Introduction

There are many ways to get a Kubernetes cluster up and running. There are over 125+ different K8s certified distributions, hosting providers, and installers. A comprehensive list is here . Most of the public cloud providers offer managed Kubernetes solutions (AKS, EKS, GKE…) that abstract away the K8s cluster creation process behind their proprietary APIs. These offer you a fantastic way to get started on creating and running K8s cluster workloads on their specific platforms. Another option is to use tooling such as kubeadm , kOps , Kubespray , and many others. These tools provide the necessary functionality to create clusters on different cloud providers as well as on-premises infrastructure, enabling multi-cloud and hybrid-cloud scenarios. If you are of the more adventurous kind, then you can try and create it from scratch. Kelsey Hightower demonstrates one such method here . This involves everything from installing custom Linux services, generating TLS certificates, and a host of other steps.

Platform Diversity

A survey by Anchore demonstrates the diversity of Kubernetes platforms used across the board.

Container platform diversity

While having multiple options to create a Kubernetes cluster is great, it results in massive operational and governance challenges. If you want to migrate your K8s cluster to a different cloud provider, you will need to rewrite your IaC code completely. If you need to change your bootstrap tool you would need to rewrite your IaC code again. Cluster creation is just one part of the problem, we need to perform cluster upgrades, deletion, scaling operations, etc. Cluster lifecycle management is challenging, especially if you are managing a fleet of clusters. Each of the above cluster creation options has strong opinions on the lifecycle management process of the cluster. All these problems become exacerbated as we create multiple clusters sometimes across cloud providers and on-premises systems. Additionally, a cluster requires other components such as load balancers, VPC/VNET and many others to provide the necessary functionality. Each of the above providers has highly opinionated and proprietary mechanisms to provision these into the cluster.

Cluster SIG

To address the above challenges the Cluster Lifecycle Special Interest Group came together to identify a better way of creating a cluster, configuring it, and managing its lifecycle. The primary objective of this SIG is to simplify the creation, configuration, upgrade, downgrade, and teardown of Kubernetes clusters and their components. This should work across multiple providers, infrastructure types and enable uniformity, interoperability, extensibility, and simplicity. This would ideally use the same Kubernetes primitives and declarative model that have proven to be successful and is well known. The underlying cluster infrastructure, like virtual machines, networks, load balancers etc., would be managed the same way that developers manage application workloads. This should enable consistent and repeatable cluster deployments across a wide variety of infrastructure environments. Thus, the Cluster API was born primarily focusing on providing declarative API’s and tooling to simplify provisioning, managing, and operating multiple Kubernetes clusters.

Cluster API

The Cluster API enables us to

  • Provision multi-master Kubernetes clusters.
  • Provisioning and maintenance of all the required cluster primitives (compute, networking, storage, security etc.)
  • Implementation of security best practices (NSG’s, subnets, bastion hosts etc.)
  • Upgrades of Control Plane and Workers on a rolling basis
  • Support for multiple bare metal & public and private cloud providers.

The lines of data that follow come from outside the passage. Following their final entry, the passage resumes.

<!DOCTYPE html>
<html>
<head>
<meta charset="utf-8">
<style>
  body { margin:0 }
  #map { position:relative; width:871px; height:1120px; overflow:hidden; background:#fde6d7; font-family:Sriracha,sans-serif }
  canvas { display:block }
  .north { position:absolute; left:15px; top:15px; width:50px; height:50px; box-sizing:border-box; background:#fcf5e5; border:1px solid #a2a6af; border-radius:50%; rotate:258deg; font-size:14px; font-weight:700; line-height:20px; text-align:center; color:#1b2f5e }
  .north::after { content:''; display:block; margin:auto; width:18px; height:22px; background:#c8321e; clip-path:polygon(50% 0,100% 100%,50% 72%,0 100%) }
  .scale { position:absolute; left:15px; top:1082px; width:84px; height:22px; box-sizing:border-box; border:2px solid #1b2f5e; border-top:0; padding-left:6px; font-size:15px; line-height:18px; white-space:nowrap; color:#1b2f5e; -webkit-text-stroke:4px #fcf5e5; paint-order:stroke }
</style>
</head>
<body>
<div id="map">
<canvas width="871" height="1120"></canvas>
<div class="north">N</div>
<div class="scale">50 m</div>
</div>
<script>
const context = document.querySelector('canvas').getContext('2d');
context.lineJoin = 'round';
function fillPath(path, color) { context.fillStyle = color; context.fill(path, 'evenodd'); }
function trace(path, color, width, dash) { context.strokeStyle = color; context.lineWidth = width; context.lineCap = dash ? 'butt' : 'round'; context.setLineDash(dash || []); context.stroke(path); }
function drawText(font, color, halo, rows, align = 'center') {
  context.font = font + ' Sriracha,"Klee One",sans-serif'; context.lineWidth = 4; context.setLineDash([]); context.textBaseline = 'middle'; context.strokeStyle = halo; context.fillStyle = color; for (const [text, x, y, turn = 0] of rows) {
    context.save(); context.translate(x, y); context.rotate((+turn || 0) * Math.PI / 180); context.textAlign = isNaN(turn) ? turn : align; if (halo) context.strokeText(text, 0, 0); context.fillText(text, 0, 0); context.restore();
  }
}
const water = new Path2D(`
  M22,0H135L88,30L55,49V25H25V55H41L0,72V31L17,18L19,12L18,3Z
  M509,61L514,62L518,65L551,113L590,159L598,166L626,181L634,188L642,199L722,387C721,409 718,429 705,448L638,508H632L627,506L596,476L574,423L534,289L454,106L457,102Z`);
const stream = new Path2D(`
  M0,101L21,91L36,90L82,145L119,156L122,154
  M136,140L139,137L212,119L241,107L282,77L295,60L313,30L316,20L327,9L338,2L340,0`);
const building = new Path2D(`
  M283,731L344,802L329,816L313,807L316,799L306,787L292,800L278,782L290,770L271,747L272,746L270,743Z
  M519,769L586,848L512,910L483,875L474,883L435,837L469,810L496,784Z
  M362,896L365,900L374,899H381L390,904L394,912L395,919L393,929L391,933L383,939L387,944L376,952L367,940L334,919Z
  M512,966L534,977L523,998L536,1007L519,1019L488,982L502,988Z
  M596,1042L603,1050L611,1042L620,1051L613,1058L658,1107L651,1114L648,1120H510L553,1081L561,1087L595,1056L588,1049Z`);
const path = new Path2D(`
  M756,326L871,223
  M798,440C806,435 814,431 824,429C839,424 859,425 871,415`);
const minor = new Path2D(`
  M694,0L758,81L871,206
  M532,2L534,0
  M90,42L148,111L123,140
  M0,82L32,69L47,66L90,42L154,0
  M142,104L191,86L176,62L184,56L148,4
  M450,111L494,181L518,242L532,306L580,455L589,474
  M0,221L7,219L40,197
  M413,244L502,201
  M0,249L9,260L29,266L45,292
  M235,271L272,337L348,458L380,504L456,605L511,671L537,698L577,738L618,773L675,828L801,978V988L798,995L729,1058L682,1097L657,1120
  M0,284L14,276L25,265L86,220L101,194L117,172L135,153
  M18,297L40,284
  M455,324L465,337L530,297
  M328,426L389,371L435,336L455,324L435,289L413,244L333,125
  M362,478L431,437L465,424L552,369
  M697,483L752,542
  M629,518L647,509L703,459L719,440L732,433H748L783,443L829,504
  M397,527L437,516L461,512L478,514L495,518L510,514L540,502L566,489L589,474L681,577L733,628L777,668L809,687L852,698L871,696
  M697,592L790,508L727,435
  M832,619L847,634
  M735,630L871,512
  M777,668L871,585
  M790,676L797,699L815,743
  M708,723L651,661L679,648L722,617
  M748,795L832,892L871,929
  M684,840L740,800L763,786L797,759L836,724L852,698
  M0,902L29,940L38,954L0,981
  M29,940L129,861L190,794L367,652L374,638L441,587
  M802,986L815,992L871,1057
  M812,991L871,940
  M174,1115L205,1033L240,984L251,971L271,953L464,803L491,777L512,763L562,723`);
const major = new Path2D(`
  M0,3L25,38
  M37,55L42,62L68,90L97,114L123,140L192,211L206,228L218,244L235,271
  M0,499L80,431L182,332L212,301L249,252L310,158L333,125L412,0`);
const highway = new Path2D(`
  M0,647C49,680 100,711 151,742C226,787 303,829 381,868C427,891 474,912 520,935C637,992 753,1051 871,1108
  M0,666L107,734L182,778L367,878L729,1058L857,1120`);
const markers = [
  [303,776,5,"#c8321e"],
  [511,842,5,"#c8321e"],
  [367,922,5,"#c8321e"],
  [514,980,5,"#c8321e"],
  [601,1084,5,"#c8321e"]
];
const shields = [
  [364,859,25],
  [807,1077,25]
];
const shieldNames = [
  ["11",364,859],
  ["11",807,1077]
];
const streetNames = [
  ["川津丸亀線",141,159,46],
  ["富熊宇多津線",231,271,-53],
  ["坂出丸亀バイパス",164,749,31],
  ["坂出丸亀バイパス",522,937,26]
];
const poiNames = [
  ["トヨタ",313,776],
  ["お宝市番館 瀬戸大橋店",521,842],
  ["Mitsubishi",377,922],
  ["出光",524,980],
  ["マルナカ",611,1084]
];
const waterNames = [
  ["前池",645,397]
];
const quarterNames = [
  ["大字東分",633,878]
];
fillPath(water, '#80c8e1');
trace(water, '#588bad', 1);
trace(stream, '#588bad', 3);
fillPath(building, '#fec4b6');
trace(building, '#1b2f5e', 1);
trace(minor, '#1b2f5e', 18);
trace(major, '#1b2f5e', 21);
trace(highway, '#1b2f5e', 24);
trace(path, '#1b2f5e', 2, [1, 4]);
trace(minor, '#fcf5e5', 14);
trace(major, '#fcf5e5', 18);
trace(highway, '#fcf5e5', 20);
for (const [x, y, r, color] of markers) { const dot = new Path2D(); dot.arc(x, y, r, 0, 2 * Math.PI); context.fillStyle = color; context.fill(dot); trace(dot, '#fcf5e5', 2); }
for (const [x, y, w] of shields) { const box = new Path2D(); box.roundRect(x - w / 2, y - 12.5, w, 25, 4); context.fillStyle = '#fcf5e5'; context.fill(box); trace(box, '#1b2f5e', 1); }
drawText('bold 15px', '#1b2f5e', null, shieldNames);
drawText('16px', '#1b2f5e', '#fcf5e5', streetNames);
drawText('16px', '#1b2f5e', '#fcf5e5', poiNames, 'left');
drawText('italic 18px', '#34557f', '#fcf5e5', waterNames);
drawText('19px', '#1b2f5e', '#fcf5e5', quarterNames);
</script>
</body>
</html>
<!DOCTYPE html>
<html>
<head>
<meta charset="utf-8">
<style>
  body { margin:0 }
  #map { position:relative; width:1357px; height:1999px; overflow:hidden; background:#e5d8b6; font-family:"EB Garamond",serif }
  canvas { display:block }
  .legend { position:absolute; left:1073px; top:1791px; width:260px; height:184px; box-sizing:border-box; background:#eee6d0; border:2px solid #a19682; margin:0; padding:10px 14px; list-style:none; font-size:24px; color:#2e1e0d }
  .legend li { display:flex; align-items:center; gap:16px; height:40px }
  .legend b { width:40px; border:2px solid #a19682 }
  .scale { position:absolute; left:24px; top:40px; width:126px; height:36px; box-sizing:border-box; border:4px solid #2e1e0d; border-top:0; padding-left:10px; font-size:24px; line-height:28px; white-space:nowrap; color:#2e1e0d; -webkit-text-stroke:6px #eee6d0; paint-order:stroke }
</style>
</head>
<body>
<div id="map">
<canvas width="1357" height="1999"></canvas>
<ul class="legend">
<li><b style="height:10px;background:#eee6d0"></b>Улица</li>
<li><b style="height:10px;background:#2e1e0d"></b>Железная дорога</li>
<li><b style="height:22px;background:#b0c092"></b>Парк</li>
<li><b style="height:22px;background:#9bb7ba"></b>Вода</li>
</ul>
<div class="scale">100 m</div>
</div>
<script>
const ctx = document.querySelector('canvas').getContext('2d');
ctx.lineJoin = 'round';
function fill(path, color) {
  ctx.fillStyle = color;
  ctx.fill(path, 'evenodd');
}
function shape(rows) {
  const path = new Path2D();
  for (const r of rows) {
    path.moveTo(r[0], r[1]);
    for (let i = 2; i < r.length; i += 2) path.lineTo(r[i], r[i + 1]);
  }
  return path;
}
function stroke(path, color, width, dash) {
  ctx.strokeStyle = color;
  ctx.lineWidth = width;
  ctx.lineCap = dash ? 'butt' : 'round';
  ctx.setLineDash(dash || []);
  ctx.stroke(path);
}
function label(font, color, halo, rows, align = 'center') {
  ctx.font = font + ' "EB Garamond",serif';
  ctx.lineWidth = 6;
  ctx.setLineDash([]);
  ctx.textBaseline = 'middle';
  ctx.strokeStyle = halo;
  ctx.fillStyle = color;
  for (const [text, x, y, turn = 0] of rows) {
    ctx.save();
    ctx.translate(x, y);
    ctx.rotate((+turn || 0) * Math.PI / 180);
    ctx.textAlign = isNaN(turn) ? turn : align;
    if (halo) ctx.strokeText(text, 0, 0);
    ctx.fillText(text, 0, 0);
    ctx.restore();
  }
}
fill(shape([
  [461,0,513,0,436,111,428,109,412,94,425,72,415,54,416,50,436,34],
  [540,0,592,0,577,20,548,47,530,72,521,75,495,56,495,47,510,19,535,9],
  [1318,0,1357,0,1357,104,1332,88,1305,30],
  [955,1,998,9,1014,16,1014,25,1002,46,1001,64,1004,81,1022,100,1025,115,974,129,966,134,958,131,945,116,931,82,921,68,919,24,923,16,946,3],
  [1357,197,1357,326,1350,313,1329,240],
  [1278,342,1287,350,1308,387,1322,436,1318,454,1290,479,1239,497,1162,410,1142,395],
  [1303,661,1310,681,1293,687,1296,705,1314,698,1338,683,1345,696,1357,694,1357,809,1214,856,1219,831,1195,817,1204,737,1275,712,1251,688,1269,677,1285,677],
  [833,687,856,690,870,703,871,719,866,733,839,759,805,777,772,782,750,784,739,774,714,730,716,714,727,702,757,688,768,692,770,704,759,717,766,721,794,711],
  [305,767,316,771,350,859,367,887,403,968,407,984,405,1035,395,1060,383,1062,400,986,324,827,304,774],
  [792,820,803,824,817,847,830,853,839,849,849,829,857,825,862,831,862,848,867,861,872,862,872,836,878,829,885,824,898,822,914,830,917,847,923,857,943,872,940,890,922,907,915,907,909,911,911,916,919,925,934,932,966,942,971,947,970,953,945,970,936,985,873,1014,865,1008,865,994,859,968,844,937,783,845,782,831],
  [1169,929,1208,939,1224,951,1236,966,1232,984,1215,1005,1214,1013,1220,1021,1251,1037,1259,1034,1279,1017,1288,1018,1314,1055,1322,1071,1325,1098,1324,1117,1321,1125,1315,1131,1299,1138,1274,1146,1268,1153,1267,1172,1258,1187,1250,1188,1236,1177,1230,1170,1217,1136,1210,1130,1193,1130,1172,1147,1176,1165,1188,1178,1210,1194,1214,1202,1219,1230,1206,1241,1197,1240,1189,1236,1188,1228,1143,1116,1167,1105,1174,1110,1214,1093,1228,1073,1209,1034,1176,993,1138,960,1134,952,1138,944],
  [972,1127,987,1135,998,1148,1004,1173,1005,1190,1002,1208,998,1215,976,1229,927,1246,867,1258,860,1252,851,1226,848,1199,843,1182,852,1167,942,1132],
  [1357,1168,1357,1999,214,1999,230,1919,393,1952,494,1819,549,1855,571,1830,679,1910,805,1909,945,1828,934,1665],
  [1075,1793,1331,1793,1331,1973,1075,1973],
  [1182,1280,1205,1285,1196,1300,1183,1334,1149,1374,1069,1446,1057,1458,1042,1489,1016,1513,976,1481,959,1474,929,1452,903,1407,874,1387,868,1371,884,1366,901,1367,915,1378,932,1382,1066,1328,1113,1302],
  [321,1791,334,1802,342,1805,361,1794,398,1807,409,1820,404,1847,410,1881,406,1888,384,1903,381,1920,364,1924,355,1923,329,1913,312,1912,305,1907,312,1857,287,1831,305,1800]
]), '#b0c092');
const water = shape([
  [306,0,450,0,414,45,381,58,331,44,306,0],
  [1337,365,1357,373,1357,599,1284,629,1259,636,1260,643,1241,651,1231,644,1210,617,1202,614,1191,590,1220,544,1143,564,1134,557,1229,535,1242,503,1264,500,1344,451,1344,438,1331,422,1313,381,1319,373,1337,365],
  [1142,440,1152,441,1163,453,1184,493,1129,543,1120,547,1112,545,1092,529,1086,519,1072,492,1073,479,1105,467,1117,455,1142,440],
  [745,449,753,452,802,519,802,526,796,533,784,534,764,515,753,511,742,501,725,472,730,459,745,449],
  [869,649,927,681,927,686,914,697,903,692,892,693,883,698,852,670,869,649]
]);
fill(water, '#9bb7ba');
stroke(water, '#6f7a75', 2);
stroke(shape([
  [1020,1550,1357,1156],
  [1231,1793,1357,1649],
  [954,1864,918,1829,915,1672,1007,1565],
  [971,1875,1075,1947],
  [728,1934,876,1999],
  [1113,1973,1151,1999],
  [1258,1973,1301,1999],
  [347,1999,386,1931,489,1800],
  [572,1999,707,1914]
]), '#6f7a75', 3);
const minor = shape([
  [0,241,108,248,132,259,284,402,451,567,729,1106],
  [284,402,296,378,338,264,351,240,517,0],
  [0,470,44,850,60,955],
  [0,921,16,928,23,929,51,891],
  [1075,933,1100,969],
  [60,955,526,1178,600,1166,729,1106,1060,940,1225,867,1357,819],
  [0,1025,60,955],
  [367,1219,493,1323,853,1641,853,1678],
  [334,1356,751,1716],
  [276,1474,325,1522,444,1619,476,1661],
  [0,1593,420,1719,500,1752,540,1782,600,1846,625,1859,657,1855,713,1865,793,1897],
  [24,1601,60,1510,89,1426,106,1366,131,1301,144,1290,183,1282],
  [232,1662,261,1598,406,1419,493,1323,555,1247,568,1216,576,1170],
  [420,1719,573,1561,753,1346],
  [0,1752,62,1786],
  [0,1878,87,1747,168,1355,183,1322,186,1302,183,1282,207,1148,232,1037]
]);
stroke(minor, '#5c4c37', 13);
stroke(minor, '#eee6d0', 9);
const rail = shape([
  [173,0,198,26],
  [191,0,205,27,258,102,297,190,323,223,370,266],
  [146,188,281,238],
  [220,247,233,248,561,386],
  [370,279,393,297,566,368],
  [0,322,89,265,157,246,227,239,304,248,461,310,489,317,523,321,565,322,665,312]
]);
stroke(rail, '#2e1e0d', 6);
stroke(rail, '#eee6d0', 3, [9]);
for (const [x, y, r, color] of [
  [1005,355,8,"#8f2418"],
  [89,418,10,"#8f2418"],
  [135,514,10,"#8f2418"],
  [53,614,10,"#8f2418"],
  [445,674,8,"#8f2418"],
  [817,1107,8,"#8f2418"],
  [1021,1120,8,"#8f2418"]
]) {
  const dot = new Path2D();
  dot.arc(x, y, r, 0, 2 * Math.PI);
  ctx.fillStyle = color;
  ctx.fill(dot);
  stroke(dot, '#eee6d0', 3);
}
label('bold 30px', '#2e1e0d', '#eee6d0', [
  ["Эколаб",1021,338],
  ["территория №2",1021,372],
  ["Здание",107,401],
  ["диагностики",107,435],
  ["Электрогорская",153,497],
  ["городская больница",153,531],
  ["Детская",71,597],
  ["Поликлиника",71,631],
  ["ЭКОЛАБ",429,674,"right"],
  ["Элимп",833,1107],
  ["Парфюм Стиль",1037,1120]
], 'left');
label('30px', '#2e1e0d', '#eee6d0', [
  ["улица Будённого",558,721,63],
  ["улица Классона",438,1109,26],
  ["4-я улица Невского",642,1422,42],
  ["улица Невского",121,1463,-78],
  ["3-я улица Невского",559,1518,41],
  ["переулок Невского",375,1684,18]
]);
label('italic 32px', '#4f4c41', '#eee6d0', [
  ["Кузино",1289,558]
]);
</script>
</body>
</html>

The Cluster API is designed to be a consistent, declarative API. It enables broader use cases such as hybrid-cloud and multi-cloud, allowing providers to implement platform specific intrinsics in a standardized manner. It is designed for the development of standardized tooling talking to a standardized interface eliminating provider and tooling lock-in. This declarative API allows for immutable infrastructure (once created they are never updated, only deleted). Teams can use advanced processes such as GitOps to manage clusters similar to managing their code daily. This community-driven “Kubernetes style” API provides familiarity and integrates well with existing tooling for cluster lifecycle management.

Cluster API architecture

The cluster api architecture consists of the Core API and the providers.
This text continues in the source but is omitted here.